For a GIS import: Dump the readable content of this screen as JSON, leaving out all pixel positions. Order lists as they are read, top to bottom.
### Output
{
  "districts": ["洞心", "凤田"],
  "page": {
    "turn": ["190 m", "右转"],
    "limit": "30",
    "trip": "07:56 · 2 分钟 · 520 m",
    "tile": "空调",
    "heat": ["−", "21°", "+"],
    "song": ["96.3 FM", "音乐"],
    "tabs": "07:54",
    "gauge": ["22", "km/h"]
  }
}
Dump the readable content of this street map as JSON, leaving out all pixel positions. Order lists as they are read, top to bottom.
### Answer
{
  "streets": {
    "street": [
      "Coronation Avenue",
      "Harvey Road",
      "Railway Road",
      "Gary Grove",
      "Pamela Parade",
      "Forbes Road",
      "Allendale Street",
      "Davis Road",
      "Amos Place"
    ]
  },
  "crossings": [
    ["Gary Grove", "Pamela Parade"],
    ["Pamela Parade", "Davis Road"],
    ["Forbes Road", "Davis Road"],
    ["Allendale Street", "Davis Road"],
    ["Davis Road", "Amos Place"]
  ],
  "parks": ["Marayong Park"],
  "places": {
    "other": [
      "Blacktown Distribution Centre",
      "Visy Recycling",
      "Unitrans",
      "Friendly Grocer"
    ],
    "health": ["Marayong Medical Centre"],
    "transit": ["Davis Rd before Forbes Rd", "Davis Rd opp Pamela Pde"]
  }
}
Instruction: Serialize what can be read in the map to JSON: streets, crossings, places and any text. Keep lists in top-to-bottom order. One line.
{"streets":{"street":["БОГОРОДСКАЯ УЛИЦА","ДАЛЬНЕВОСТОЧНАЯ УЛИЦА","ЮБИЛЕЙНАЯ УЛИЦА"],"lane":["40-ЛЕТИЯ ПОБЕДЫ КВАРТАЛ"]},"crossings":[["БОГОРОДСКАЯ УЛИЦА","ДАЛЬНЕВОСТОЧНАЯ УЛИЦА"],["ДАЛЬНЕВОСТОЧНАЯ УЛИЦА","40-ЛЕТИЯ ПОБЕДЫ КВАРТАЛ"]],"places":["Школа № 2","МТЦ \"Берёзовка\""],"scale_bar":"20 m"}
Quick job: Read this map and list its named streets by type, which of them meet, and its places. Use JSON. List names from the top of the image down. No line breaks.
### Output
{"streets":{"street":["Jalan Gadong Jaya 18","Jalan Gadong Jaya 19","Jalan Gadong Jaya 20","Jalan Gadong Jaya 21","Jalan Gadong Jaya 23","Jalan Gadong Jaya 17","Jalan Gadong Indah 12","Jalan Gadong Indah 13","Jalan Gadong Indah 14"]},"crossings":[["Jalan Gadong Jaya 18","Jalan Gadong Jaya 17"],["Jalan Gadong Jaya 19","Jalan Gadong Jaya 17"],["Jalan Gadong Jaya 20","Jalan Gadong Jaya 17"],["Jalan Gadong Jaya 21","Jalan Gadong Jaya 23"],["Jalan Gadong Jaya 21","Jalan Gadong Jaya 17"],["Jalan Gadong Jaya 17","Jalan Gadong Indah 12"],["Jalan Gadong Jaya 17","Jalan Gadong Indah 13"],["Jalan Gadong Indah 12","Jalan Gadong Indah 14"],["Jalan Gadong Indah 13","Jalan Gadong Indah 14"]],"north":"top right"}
---
* **Problem**
Set down, exactly as they appear, the lines above from the first one to the line that holds "Dump the readable content of this street", both included, please, and no others.

* **Your response**
For a GIS import: Dump the readable content of this screen as JSON, leaving out all pixel positions. Order lists as they are read, top to bottom.
### Output
{
  "districts": ["洞心", "凤田"],
  "page": {
    "turn": ["190 m", "右转"],
    "limit": "30",
    "trip": "07:56 · 2 分钟 · 520 m",
    "tile": "空调",
    "heat": ["−", "21°", "+"],
    "song": ["96.3 FM", "音乐"],
    "tabs": "07:54",
    "gauge": ["22", "km/h"]
  }
}
Dump the readable content of this street map as JSON, leaving out all pixel positions. Order lists as they are read, top to bottom.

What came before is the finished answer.